In Canada, a considerable measure of social security has already been provided through federal enactments establishing annuities, unemployment insurance, and pensions for the aged, the blind and for disabled veterans; and through provincial enactments related to accidents, sickness and hospitalization, widows' and mothers' allowances and maternity benefits. There is, however, no approach to a nation-wide plan of social security.
My ministers believe that a comprehensive national scheme of social insurance should be worked out at once which will constitute a charter of social security for the whole of Canada.
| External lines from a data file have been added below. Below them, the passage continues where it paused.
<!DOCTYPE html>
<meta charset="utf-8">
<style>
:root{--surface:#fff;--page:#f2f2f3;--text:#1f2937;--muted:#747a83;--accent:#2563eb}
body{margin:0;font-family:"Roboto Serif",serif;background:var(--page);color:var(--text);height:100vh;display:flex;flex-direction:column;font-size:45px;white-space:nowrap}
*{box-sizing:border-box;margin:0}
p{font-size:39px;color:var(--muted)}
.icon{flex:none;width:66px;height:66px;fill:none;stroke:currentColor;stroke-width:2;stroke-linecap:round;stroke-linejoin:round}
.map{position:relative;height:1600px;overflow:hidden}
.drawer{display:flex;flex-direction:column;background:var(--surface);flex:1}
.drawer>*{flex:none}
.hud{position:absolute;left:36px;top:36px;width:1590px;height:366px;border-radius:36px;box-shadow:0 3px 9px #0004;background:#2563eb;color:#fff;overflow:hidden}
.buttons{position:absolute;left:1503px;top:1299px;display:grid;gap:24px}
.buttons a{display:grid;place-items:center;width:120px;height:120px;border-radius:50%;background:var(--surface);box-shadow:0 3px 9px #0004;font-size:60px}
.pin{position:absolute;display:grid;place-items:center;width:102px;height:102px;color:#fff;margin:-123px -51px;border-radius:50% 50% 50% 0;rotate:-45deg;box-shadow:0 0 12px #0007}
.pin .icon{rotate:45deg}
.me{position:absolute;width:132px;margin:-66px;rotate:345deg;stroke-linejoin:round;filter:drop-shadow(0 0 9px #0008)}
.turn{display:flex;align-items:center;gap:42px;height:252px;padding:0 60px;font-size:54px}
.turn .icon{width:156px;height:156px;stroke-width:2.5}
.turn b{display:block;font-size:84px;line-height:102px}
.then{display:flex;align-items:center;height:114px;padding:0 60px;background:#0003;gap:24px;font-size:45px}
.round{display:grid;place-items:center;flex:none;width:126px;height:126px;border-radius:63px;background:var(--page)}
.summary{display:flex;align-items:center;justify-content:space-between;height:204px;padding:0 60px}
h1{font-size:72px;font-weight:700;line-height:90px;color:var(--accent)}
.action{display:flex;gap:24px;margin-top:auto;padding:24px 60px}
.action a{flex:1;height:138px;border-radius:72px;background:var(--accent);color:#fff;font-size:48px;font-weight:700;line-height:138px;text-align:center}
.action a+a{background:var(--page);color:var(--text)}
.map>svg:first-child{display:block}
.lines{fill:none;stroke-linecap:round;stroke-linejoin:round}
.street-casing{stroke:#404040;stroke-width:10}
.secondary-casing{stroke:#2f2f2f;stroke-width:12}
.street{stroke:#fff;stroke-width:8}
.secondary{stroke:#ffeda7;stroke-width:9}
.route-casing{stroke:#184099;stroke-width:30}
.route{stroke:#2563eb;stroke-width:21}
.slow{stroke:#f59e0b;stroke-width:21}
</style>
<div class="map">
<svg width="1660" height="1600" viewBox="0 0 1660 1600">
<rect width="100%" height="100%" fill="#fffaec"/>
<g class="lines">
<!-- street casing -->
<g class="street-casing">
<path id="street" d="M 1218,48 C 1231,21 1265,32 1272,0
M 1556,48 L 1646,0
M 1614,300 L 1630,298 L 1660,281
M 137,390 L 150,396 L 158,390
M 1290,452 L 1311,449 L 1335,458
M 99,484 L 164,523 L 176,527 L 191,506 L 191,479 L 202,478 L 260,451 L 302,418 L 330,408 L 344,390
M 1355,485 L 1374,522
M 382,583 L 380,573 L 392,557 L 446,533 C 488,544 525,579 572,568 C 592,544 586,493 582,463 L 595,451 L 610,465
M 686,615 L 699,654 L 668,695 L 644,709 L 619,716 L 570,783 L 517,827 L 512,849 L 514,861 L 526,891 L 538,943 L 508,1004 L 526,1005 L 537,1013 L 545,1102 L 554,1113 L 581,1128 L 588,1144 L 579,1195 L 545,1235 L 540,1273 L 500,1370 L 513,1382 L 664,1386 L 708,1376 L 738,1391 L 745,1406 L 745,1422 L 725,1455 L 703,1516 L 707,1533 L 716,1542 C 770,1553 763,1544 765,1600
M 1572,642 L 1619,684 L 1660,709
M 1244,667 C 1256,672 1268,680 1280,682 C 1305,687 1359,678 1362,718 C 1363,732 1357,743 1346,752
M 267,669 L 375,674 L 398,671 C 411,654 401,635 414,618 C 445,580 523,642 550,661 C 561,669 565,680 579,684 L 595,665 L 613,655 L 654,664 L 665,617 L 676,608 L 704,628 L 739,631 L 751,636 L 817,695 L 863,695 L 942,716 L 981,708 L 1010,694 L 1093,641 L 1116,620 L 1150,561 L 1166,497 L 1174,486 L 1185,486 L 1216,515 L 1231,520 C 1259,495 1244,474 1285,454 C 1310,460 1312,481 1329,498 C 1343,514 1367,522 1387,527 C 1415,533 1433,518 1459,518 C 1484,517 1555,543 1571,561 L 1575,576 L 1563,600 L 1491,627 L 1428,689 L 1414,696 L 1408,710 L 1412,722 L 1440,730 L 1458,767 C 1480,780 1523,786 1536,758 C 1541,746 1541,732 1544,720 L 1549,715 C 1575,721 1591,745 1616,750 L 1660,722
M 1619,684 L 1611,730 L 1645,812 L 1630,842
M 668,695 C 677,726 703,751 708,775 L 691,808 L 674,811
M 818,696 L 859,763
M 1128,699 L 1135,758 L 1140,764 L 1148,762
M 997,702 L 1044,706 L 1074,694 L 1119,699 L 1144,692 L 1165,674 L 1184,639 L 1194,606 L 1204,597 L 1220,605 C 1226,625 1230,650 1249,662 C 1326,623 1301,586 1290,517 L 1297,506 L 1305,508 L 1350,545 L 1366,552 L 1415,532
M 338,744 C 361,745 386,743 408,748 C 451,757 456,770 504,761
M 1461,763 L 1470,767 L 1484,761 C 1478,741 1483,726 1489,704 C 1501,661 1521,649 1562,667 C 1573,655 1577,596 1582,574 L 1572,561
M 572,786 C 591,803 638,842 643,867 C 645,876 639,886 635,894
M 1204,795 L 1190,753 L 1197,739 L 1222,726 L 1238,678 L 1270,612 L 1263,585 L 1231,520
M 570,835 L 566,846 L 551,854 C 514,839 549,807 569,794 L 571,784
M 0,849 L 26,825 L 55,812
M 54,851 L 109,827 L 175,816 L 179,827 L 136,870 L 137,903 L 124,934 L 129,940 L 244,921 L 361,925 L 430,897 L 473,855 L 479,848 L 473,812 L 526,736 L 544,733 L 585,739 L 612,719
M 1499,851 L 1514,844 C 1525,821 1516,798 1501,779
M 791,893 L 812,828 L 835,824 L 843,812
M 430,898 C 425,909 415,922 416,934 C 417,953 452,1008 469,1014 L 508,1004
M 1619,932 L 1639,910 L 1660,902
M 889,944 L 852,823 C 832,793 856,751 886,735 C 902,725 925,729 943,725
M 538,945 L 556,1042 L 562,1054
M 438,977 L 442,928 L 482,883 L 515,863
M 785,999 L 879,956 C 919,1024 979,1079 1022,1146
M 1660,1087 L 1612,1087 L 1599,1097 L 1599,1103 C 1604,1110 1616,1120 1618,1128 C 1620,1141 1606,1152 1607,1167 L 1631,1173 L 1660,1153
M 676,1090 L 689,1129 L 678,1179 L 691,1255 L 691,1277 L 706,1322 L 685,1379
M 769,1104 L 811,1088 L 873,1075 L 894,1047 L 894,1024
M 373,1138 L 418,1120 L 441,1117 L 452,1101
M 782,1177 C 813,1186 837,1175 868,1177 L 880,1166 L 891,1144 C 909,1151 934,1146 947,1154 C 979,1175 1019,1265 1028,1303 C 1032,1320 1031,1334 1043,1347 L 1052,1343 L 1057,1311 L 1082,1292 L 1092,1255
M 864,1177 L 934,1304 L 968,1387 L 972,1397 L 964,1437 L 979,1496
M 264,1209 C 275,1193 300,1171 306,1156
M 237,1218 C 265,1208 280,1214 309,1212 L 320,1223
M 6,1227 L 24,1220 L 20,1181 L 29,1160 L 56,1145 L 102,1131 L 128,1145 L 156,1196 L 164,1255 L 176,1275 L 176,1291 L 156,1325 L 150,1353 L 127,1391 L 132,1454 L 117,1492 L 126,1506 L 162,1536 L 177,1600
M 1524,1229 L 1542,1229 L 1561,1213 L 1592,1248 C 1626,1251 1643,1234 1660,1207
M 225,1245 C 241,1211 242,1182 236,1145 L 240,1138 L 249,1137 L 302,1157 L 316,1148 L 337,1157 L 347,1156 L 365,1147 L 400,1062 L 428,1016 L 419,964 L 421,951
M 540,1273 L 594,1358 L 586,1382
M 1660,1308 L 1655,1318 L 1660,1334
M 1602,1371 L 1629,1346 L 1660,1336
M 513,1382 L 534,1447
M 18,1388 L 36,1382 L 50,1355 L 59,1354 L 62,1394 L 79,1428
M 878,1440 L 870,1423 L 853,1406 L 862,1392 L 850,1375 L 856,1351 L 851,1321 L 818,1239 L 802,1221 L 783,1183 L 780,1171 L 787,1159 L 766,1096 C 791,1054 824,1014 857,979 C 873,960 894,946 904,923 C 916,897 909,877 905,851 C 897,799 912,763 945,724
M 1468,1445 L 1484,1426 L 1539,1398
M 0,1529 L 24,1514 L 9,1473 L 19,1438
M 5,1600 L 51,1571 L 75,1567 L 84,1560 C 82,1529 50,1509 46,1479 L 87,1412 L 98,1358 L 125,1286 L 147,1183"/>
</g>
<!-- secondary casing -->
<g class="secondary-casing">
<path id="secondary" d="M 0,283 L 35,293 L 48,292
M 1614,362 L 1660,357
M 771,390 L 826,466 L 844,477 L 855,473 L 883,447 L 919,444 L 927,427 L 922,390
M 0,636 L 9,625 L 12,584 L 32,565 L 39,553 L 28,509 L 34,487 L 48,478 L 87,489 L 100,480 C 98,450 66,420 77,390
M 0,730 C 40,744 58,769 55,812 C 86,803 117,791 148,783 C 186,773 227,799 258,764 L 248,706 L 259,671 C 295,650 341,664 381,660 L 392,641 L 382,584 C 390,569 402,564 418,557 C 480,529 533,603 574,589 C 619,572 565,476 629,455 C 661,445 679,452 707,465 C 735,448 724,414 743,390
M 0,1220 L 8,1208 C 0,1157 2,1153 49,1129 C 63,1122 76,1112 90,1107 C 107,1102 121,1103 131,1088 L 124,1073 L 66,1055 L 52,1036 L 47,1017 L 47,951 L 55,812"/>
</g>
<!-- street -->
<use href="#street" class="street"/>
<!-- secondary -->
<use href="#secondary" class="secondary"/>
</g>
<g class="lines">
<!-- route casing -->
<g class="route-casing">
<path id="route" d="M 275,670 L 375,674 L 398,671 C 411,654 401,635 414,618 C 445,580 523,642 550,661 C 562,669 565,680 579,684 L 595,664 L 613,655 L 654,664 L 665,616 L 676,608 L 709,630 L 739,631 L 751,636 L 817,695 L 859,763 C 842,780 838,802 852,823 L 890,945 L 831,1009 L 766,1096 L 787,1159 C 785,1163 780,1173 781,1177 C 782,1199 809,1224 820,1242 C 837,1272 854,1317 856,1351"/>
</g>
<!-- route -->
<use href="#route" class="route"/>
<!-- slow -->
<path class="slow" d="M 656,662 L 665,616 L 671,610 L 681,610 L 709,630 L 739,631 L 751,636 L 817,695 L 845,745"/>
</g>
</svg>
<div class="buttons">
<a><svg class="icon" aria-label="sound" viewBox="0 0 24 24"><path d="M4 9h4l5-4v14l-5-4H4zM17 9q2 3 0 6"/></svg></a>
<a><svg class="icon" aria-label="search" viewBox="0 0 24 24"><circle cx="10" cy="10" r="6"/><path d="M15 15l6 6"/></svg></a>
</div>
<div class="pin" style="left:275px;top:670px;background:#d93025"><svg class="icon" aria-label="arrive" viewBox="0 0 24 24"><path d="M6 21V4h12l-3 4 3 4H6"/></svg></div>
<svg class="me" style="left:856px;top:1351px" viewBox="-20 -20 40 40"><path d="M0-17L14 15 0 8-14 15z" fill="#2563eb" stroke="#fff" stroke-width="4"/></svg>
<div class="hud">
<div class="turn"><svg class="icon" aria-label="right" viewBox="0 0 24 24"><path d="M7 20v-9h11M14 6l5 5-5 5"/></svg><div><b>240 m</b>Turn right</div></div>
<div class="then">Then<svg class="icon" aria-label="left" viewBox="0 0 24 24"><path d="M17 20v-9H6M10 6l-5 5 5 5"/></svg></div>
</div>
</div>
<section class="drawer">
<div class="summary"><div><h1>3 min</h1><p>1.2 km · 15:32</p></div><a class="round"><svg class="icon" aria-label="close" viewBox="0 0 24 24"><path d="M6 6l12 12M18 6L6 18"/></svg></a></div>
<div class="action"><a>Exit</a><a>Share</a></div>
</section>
The government accordingly proposes to recommend the early appointment of a select committee to examine and report on the most practicable measures of social insurance, and the
steps which will be required to ensure their inclusion in a national plan. Among matters which will be referred to this committee for study and consideration will be the establishment of a national system of health insurance.
In accordance with the provisions of the British North America Act you will be invited to consider a bill for the redistribution of representation in the House of Commons.
You will be asked to make provision for the appointment of parliamentary assistants to those of my ministers whose duties have become particularly onerous because of the demands of war.
Members of the House of Commons;
You will be asked to vote the necessary grants to enable our country to make its utmost contribution to the winning of the war.
Your attention will be invited at the earliest convenient date to the government's financial proposals. These will include the further development of the method of payment of the personal income tax in the year in which income is received, thus carrying to its logical conclusion the approach made last year to the collection of taxes on a current basis.
Honourable Members of the Senate:
Members of the House of Commons:
We have reason to be profoundly grateful for the improved position of the united nations. We must be careful, however, not to be misled by recent successes. The submarine menace has been growing, not diminishing. Decisive battles have still to be fought and won. Eor some time past, the movement of munitions and supplies overseas has been seriously restricted because of submarine activities. Until that grave menace is effectively controlled there is always the danger that reinforcements and supplies in sufficient volume may not reach the battle zones. As areas of conflict close in, fighting will increase in intensity and ferocity. The hardest battles, the heaviest sacrifices, may be in the future. Only the utmost sustained effort on the part of all the united nations will ensure the defeat of the axis powers.
In again inviting your careful consideration to the all important matters which will engage your attention, I pray that Divine Providence may guide and bless your deliberations.